JP2002227680A - Compression ignition type engine - Google Patents

Abstract

PROBLEM TO BE SOLVED: To reduce noise by keeping the pressure difference between the pressure inside a combustion chamber when an intake valve is opened and the pressure on an intake port side negligible all the time, and decreasing pulsation caused by blow-back. SOLUTION: At the time of the compressed ignition combustion, a negative valve overlap period when both intake and exhaust valves 6, 7 are closed together around the exhaust top dead point is formed by delaying the angle of the valve opening time of the intake valve 6, while advancing the angle of the valve closing time of the exhaust valve 7. The valve opening time of the intake valve 6 is set on the delayed angle side than the crank angle in a symmetrical position holding the valve closing time and the exhaust top dead point of the exhaust valve 7 in between.
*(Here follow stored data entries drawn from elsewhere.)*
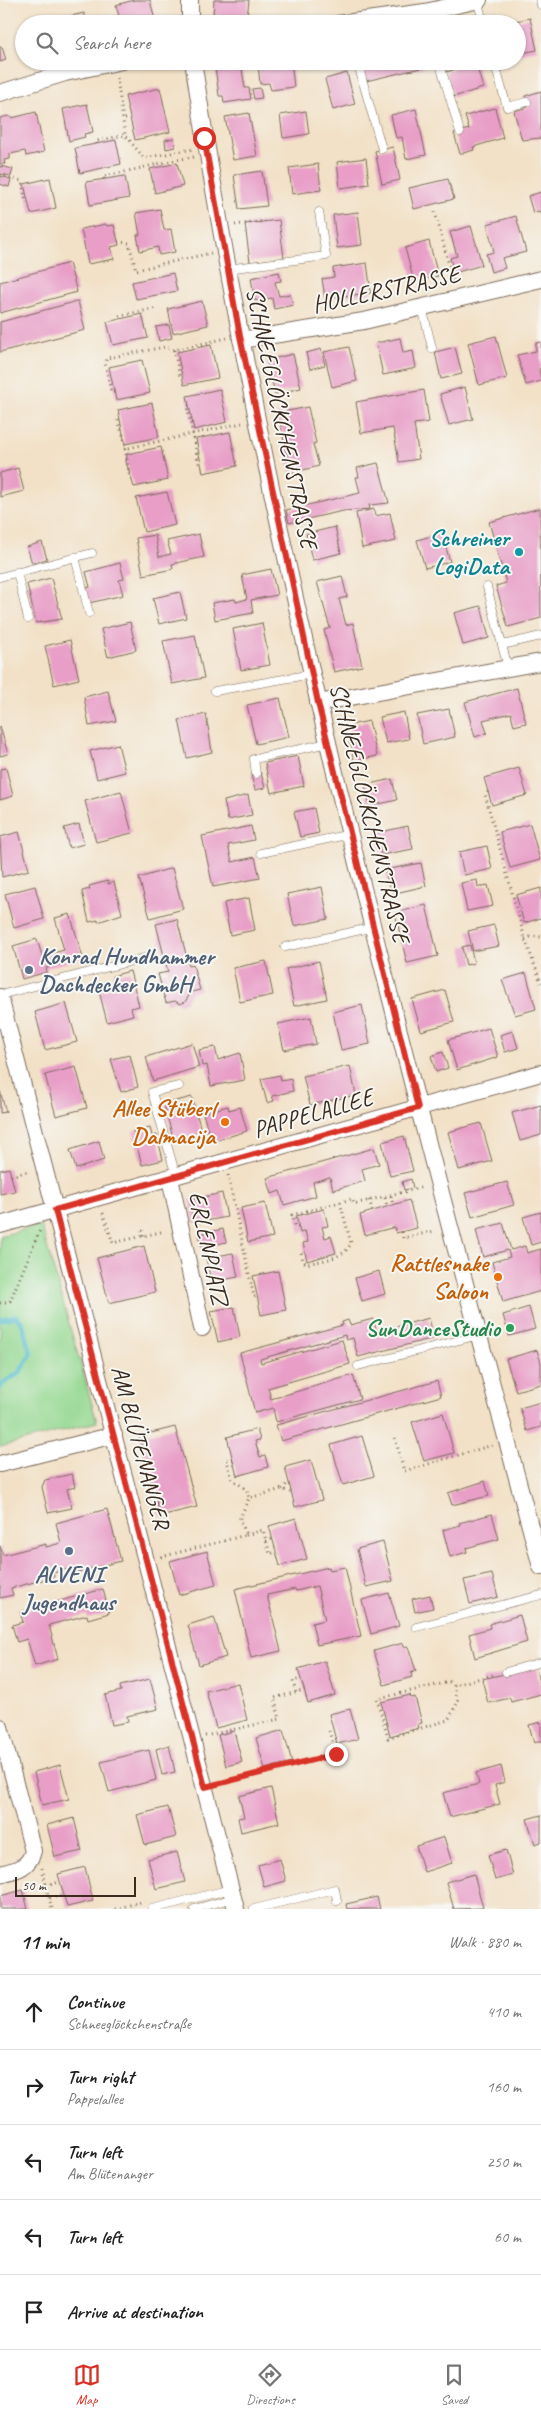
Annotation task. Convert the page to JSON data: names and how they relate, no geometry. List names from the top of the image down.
{
  "streets": {
    "street": [
      "HOLLERSTRASSE",
      "SCHNEEGLÖCKCHENSTRASSE",
      "PAPPELALLEE",
      "ERLENPLATZ",
      "AM BLÜTENANGER"
    ]
  },
  "crossings": [
    ["HOLLERSTRASSE", "SCHNEEGLÖCKCHENSTRASSE"],
    ["SCHNEEGLÖCKCHENSTRASSE", "PAPPELALLEE"],
    ["PAPPELALLEE", "ERLENPLATZ"],
    ["PAPPELALLEE", "AM BLÜTENANGER"]
  ],
  "places": [
    "Schreiner LogiData",
    "Konrad Hundhammer Dachdecker GmbH",
    "Allee Stüberl Dalmacija",
    "Rattlesnake Saloon",
    "SunDanceStudio",
    "ALVENI Jugendhaus"
  ],
  "scale_bar": "50 m",
  "page": {
    "search": "Search here",
    "scale": "50 m",
    "heading": ["11 min", "Walk · 880 m"],
    "list": [
      ["Continue", "Schneeglöckchenstraße", "410 m"],
      ["Turn right", "Pappelallee", "160 m"],
      ["Turn left", "Am Blütenanger", "250 m"],
      ["Turn left", "60 m"],
      "Arrive at destination"
    ],
    "nav": ["Map", "Directions", "Saved"]
  }
}
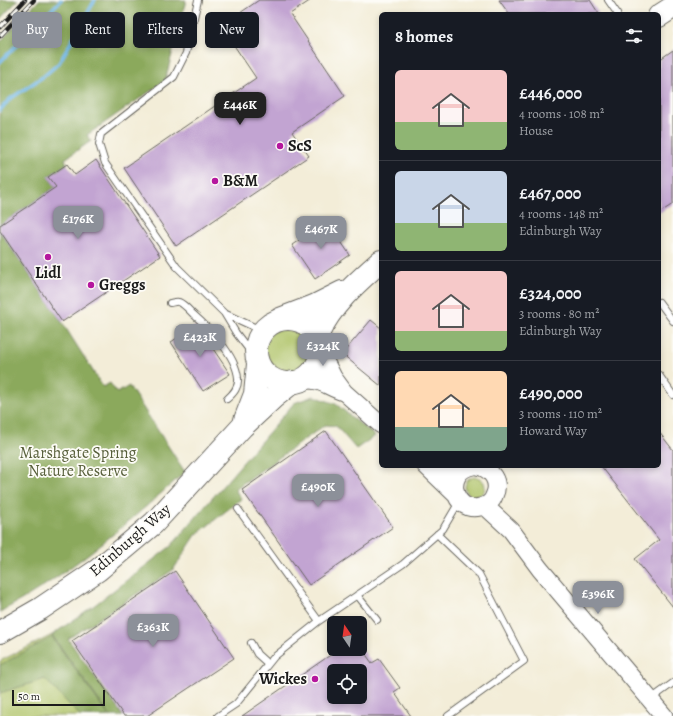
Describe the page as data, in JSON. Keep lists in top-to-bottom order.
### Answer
{
  "streets": {
    "highway": ["Edinburgh Way"]
  },
  "parks": ["Marshgate Spring Nature Reserve"],
  "places": [
    "ScS",
    "B&M",
    "Lidl",
    "Greggs",
    "Wickes"
  ],
  "scale_bar": "50 m",
  "north": "top",
  "page": {
    "chip": [
      "Buy",
      "Rent",
      "Filters",
      "New"
    ],
    "heading": "8 homes",
    "list": [
      {
        "name": "£446,000",
        "note": "4 rooms · 108 m² · House"
      },
      {
        "name": "£467,000",
        "note": "4 rooms · 148 m² · Edinburgh Way"
      },
      {
        "name": "£324,000",
        "note": "3 rooms · 80 m² · Edinburgh Way"
      },
      {
        "name": "£490,000",
        "note": "3 rooms · 110 m² · Howard Way"
      }
    ],
    "price": [
      "£446K",
      "£176K",
      "£467K",
      "£423K",
      "£324K",
      "£490K",
      "£396K",
      "£363K"
    ],
    "scale": "50 m"
  }
}
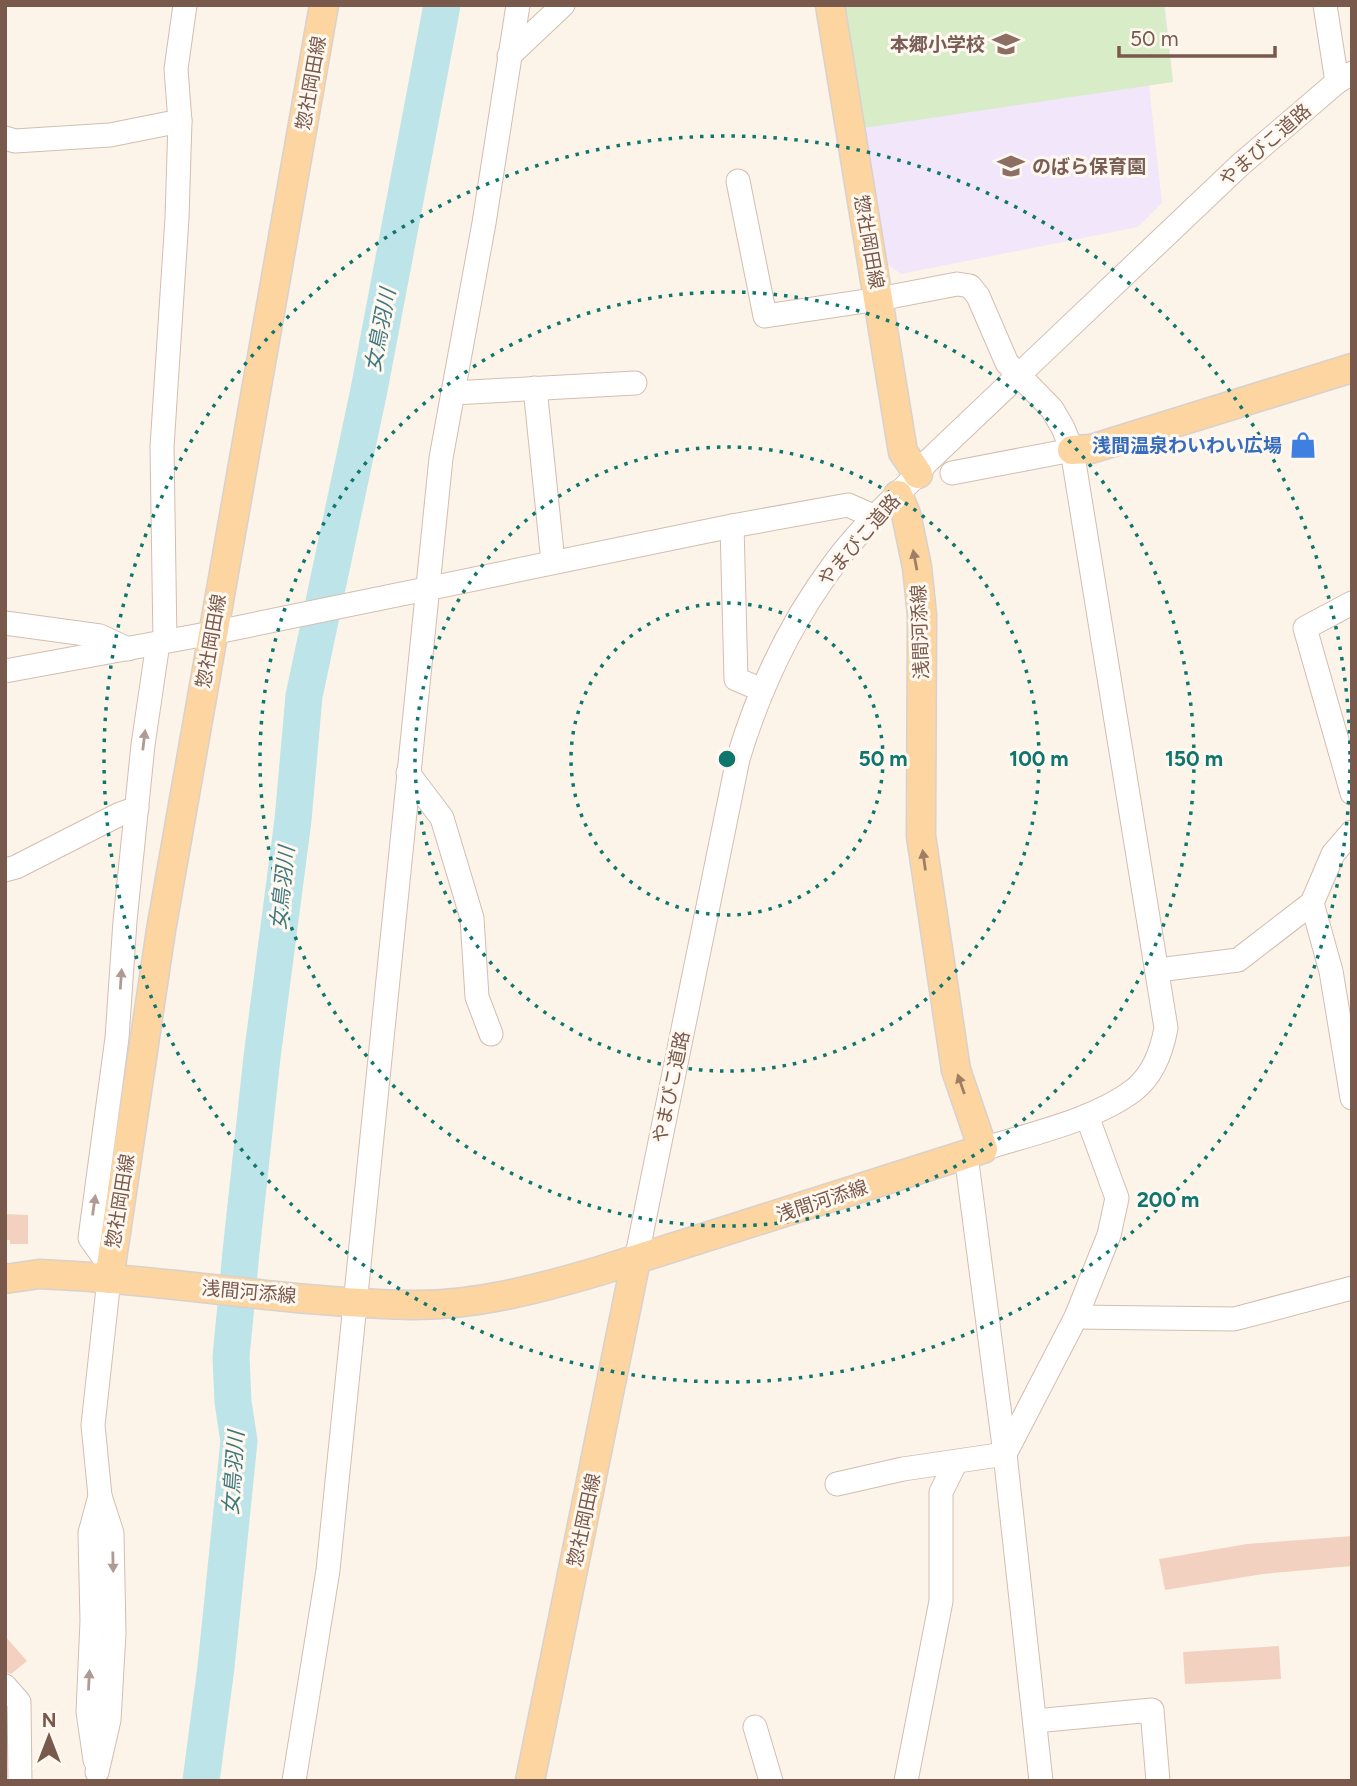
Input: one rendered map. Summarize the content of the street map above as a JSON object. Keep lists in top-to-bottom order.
{
  "streets": {
    "main road": ["惣社岡田線", "浅間河添線"],
    "street": ["やまびこ道路"]
  },
  "crossings": [
    ["惣社岡田線", "やまびこ道路"],
    ["惣社岡田線", "浅間河添線"],
    ["やまびこ道路", "浅間河添線"]
  ],
  "one_way": ["浅間河添線"],
  "water": ["女鳥羽川"],
  "places": {
    "school or university": ["本郷小学校", "のばら保育園"],
    "shop": ["浅間温泉わいわい広場"]
  },
  "scale_bar": "50 m",
  "north": "top",
  "rings": [
    "50 m",
    "100 m",
    "150 m",
    "200 m"
  ]
}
The pressure difference between the pressure inside the combustion chamber 3 when the intake valve 6 is opened and the pressure on the intake port 4 side is reduced by setting the valve opening period of the intake valve 6 on the delayed angle side than the valve closing period of the exhaust valve 7, thereby suppressing the blow-back by a residual gas.

Description

DETAILED DESCRIPTION OF THE INVENTION

[0001]

BACKGROUND OF THE INVENTION 1. Field of the Invention The present invention relates to a compression ignition engine in which a mixture in a combustion chamber is ignited at multiple points by heat of compression.

[0002]

2. Description of the Related Art Conventionally, as a part of purifying exhaust gas, for example, in a gasoline engine, various techniques for performing not only operation by spark ignition but also self-ignition operation by compression heat depending on an operation region have been studied. By using compression ignition instead of spark ignition, so-called multipoint ignition combustion with an infinite number of spark plugs is realized, so that the combustion period is short and stable combustion even at a leaner air-fuel ratio. Can be obtained. Further, by performing multipoint ignition, combustion at a low temperature becomes possible, and the emission amount of NOx can be greatly reduced.

[0003] As an engine adopting the compression ignition combustion, for example, in Japanese Patent Application Laid-Open No. 2000-320333, in the compression ignition operation region, both the intake valve and the exhaust valve are closed before and after the top dead center of the exhaust to seal the engine. A technique has been disclosed in which a negative valve overlap period is formed to increase the temperature of the air-fuel mixture with residual gas to promote compression ignition.

In this prior art, in the intake stroke, after the air-fuel mixture expands to near atmospheric pressure, the intake valve is opened to introduce fresh air.

[0005]

However, according to the technology disclosed in the above-mentioned prior art, the intake valve is opened after the pressure in the combustion chamber is expanded to near the atmospheric pressure.
The differential pressure between the pressure on the intake port side and the pressure in the combustion chamber is reduced to suppress the occurrence of "blow-back" in which residual gas in the combustion chamber is pushed back to the intake port. And it is extremely difficult to always set the pressure in the combustion chamber at the time of opening the intake valve close to the atmospheric pressure.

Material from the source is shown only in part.